ABOUT THIS TASK:
Where does "note" appear in the data? Return each line that holds it.

=== DATASET ===

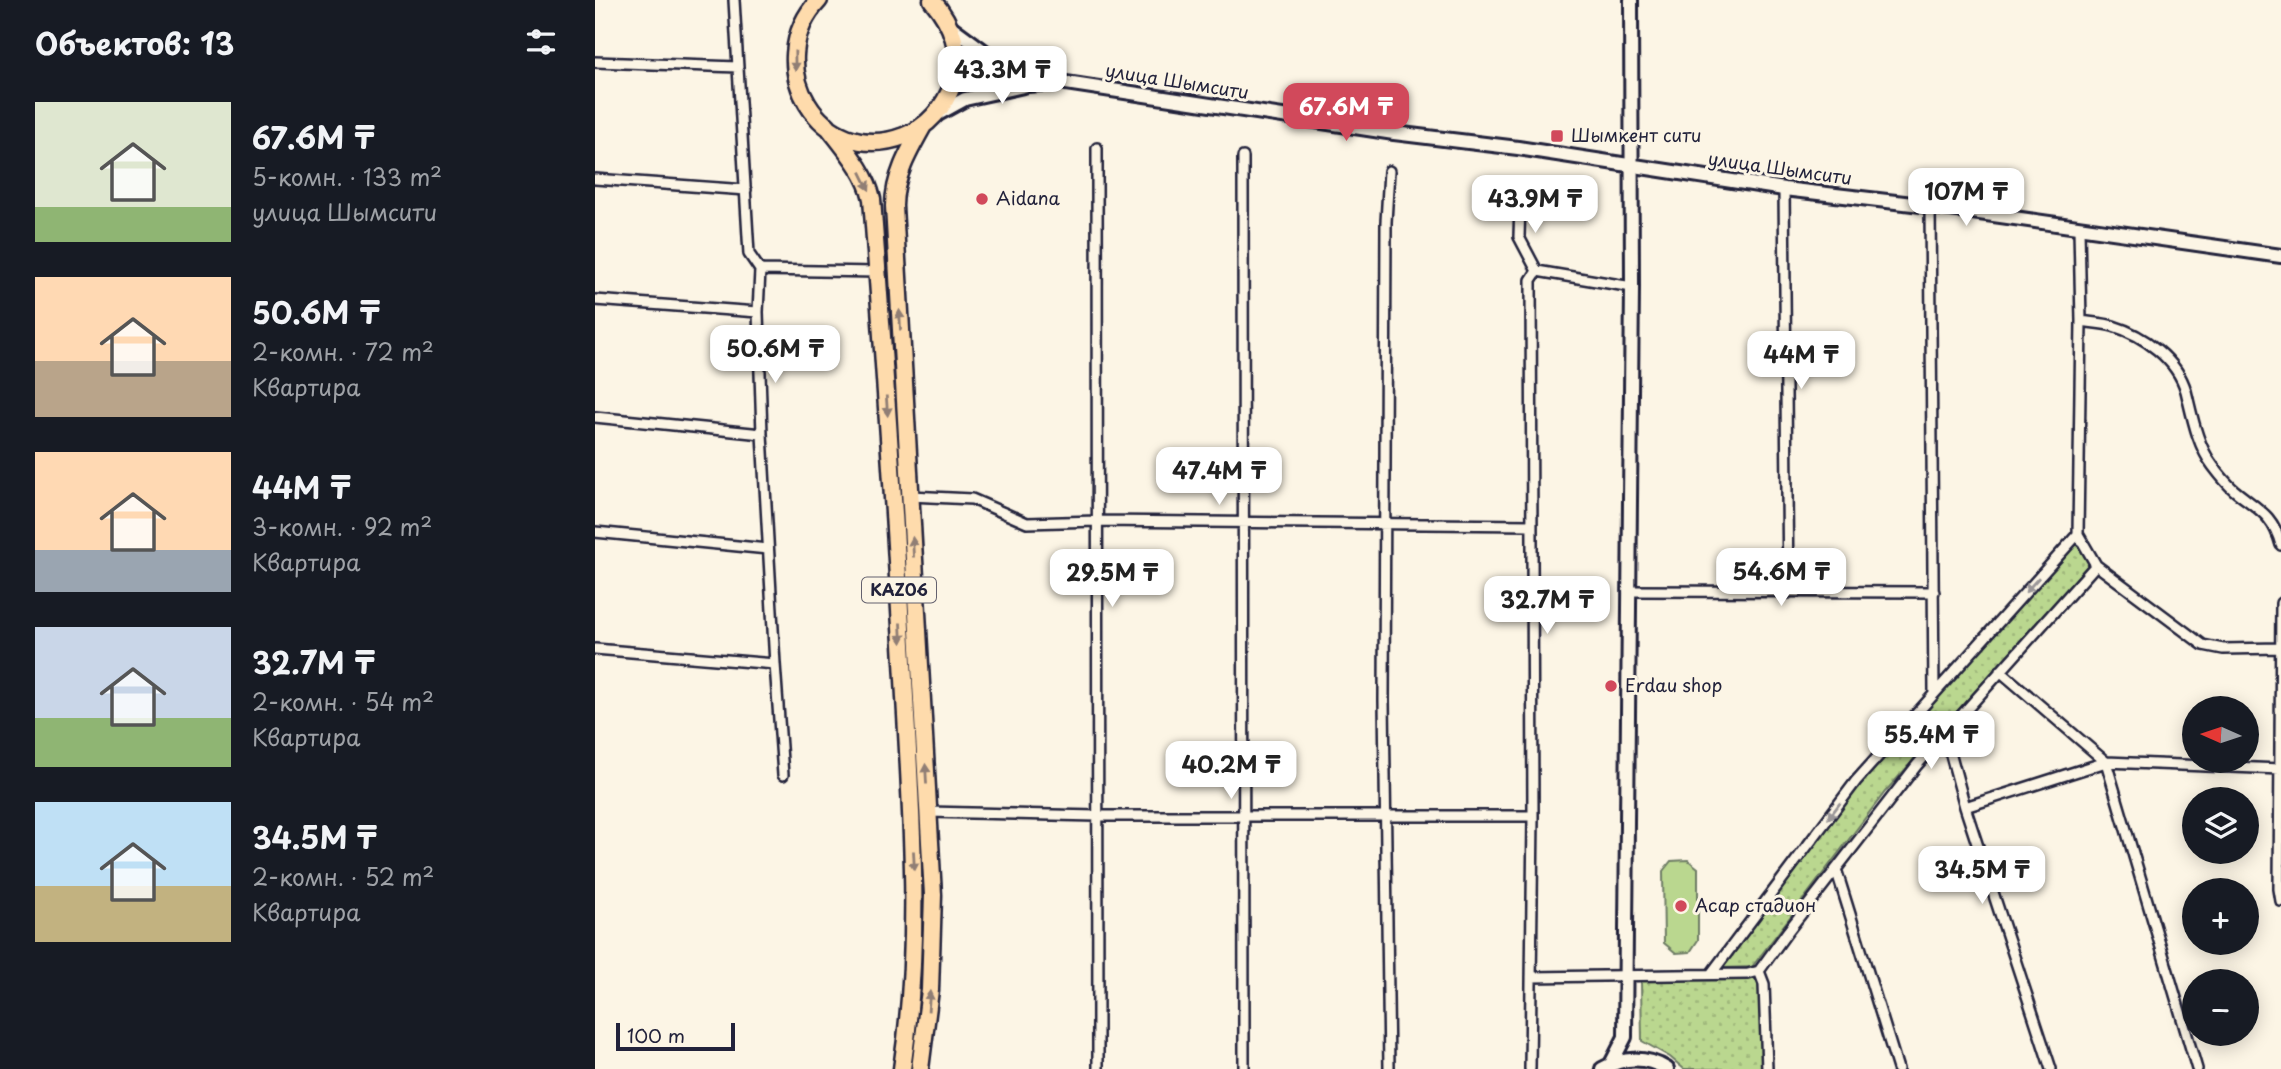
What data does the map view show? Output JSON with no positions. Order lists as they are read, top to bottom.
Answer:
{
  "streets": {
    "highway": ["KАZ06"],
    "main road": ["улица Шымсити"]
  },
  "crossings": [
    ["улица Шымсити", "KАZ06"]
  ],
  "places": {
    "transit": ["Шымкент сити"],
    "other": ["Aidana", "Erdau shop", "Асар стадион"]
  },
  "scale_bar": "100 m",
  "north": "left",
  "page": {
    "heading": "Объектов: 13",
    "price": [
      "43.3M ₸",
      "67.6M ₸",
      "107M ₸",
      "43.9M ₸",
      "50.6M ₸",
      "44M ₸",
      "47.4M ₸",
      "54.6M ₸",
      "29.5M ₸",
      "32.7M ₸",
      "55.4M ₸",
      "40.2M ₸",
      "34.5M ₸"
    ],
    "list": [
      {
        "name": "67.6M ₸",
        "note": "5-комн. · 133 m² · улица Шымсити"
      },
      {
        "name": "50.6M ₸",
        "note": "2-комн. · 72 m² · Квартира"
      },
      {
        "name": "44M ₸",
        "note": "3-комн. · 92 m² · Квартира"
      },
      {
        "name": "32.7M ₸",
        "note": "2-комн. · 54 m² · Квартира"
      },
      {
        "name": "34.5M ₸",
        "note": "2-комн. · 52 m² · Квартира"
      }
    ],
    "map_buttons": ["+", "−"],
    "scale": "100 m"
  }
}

===

OUTPUT:
        "note": "5-комн. · 133 m² · улица Шымсити"
        "note": "2-комн. · 72 m² · Квартира"
        "note": "3-комн. · 92 m² · Квартира"
        "note": "2-комн. · 54 m² · Квартира"
        "note": "2-комн. · 52 m² · Квартира"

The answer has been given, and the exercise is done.